Texas Residential Purchase and Sale Agreement
(Professionally-Drafted Template – Court-Ready)
[// GUIDANCE: This template is designed for single-family residential property transactions governed by Texas law. It intentionally tracks industry-standard conventions while embedding defensive drafting techniques and statutory compliance requirements (e.g., Tex. Prop. Code § 5.008 Seller’s Disclosure). Customize bracketed placeholders before use. Remove guidance notes prior to execution.]
TABLE OF CONTENTS
- Document Header
- Definitions
- Purchase and Sale Terms
- Representations and Warranties
- Covenants
- Conditions Precedent & Contingency Periods
- Closing Procedures
- Default; Remedies
- Risk Allocation
- Dispute Resolution
- General Provisions
- Execution Block
1. DOCUMENT HEADER
THIS RESIDENTIAL PURCHASE AND SALE AGREEMENT (this “Agreement”) is made and entered into as of [EFFECTIVE DATE] (the “Effective Date”) by and between:
• [SELLER LEGAL NAME], a [Texas/other state] [individual/limited liability company/corporation], having an address at [SELLER ADDRESS] (“Seller”); and
• [BUYER LEGAL NAME], a [Texas/other state] [individual/limited liability company/corporation], having an address at [BUYER ADDRESS] (“Buyer”).

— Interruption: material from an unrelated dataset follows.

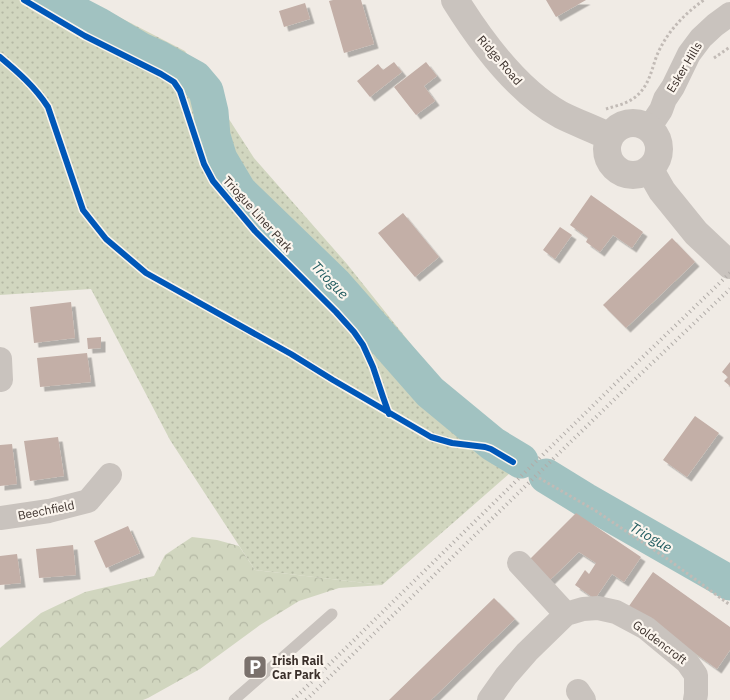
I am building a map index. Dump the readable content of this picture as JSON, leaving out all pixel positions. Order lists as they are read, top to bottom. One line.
{"streets":{"street":["Ridge Road","Esker Hills","Beechfield","Goldencroft"],"cycle path":["Triogue Liner Park"]},"crossings":[["Ridge Road","Esker Hills"]],"water":["Triogue"],"places":{"parking":["Irish Rail Car Park"]}}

Seller desires to sell, and Buyer desires to purchase, certain improved real property located in the State of Texas on the terms and conditions set forth herein.
2. DEFINITIONS
For ease of reference, capitalized terms shall have the meanings set forth below; terms defined in other Sections shall retain such meanings throughout.
“Appraisal Contingency” – Section 6.03.
“Arbitration Election Notice” – Section 10.02(a).

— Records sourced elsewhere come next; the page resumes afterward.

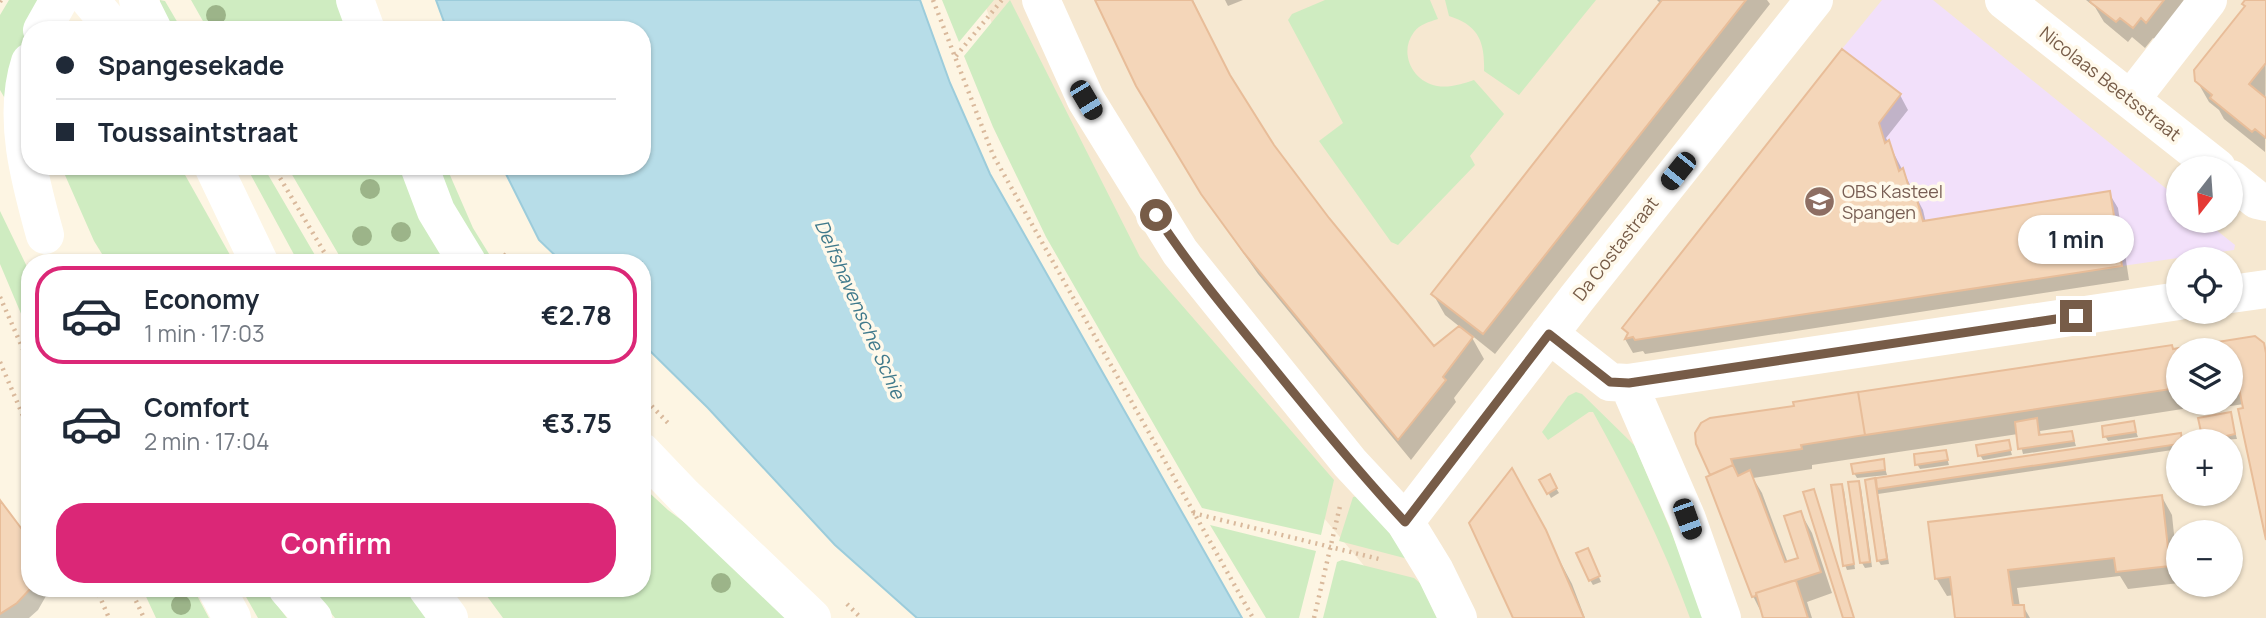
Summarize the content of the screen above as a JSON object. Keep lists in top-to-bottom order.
{
  "streets": {
    "street": ["Nicolaas Beetsstraat", "Da Costastraat"]
  },
  "water": ["Delfshavensche Schie"],
  "places": {
    "school or university": ["OBS Kasteel Spangen"]
  },
  "north": "bottom",
  "page": {
    "banner": ["Spangesekade", "Toussaintstraat"],
    "map_buttons": ["+", "−"],
    "bubble": "1 min",
    "list": [
      {
        "name": "Economy",
        "note": "1 min · 17:03",
        "value": "€2.78"
      },
      {
        "name": "Comfort",
        "note": "2 min · 17:04",
        "value": "€3.75"
      }
    ],
    "buttons": "Confirm"
  }
}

“Business Day” – Any day other than Saturday, Sunday, or Texas-recognized legal holiday.
“Closing” – The consummation of the transaction as described in Section 7.

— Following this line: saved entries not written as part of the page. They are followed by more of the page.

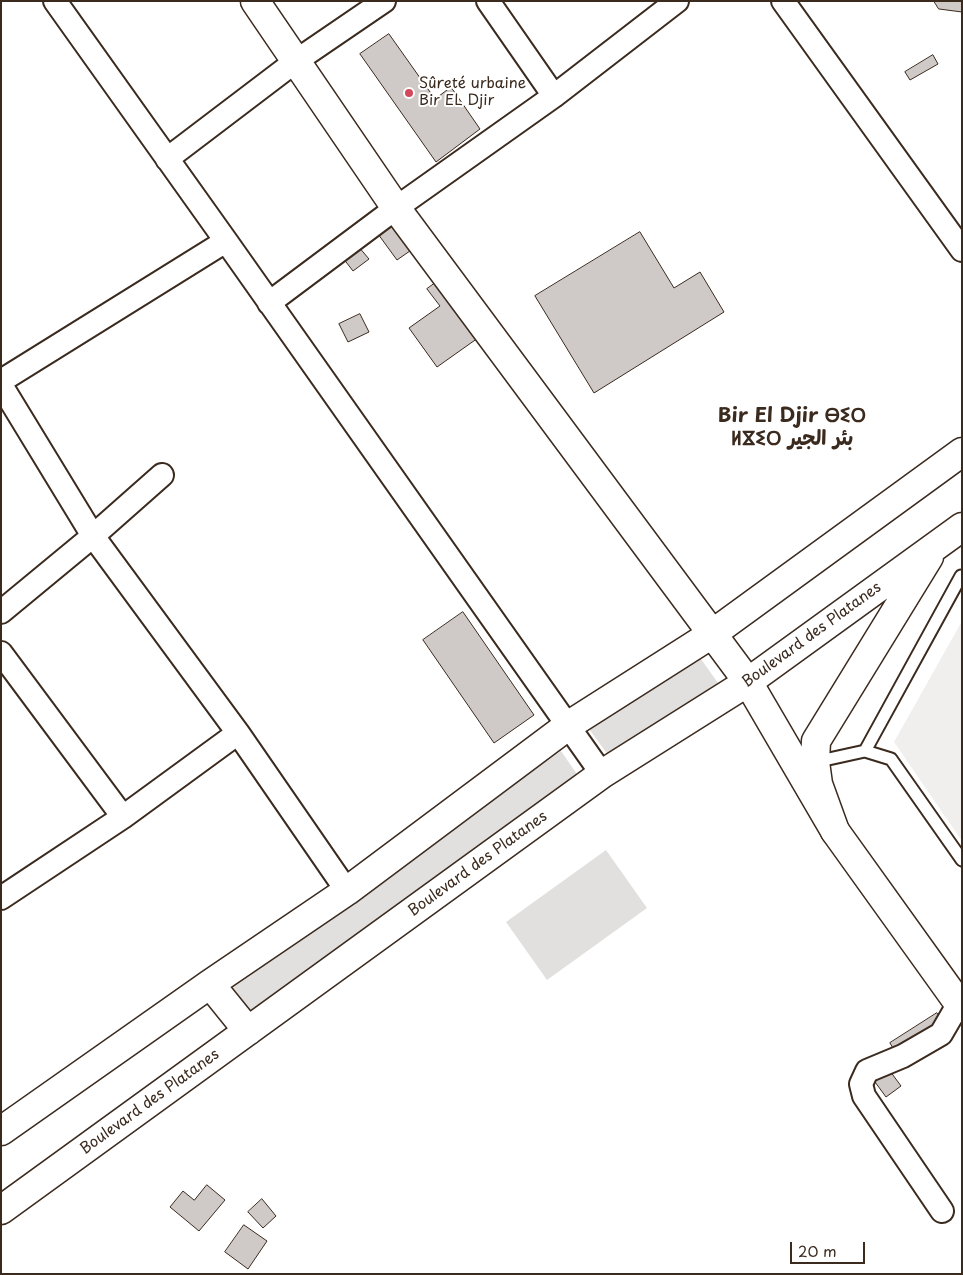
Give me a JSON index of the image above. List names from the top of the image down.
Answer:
{
  "streets": {
    "main road": ["Boulevard des Platanes"]
  },
  "districts": ["Bir El Djir ⴱⵉⵔ ⵍⴵⵉⵔ بئر الجير"],
  "places": ["Sûreté urbaine Bir EL Djir"],
  "scale_bar": "20 m"
}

“Closing Date” – The date designated pursuant to Section 7.01.
“Contract Termination Date” – The date this Agreement terminates, whether by expiration, mutual agreement, or default.
“Earnest Money” – The deposit delivered to Escrow Agent under Section 3.02.
“Escrow Agent” – [TITLE COMPANY NAME], or any successor escrow agent jointly appointed by the Parties.
“Financing Contingency” – Section 6.02.
“Inspection Contingency” – Section 6.01.
“Law” – All applicable federal, state, and local statutes, regulations, ordinances, and case law.
“Lien” – Any mortgage, deed of trust, security interest, or other encumbrance.
“Permitted Exceptions” – Those title exceptions approved by Buyer under Section 6.04.
“Personal Property” – All fixtures, appliances, and other items specifically identified in Exhibit A.
“Property” – Collectively, (i) the real property located at [STREET ADDRESS], further described in Exhibit B (the “Land”), and (ii) the Improvements and Personal Property.
“Specific Performance Remedy” – Section 8.04(b).
“Title Commitment” – The title insurance commitment described in Section 6.04.
[// GUIDANCE: Add/delete defined terms to match deal-specific provisions.]
3. PURCHASE AND SALE TERMS
3.01 Purchase Price. Buyer shall pay Seller the total purchase price of $[PURCHASE PRICE] (the “Purchase Price”), subject to adjustments and prorations herein.
3.02 Earnest Money.
(a) Within [3] Business Days after the Effective Date, Buyer shall deposit $[EARNEST MONEY AMOUNT] as earnest money with Escrow Agent.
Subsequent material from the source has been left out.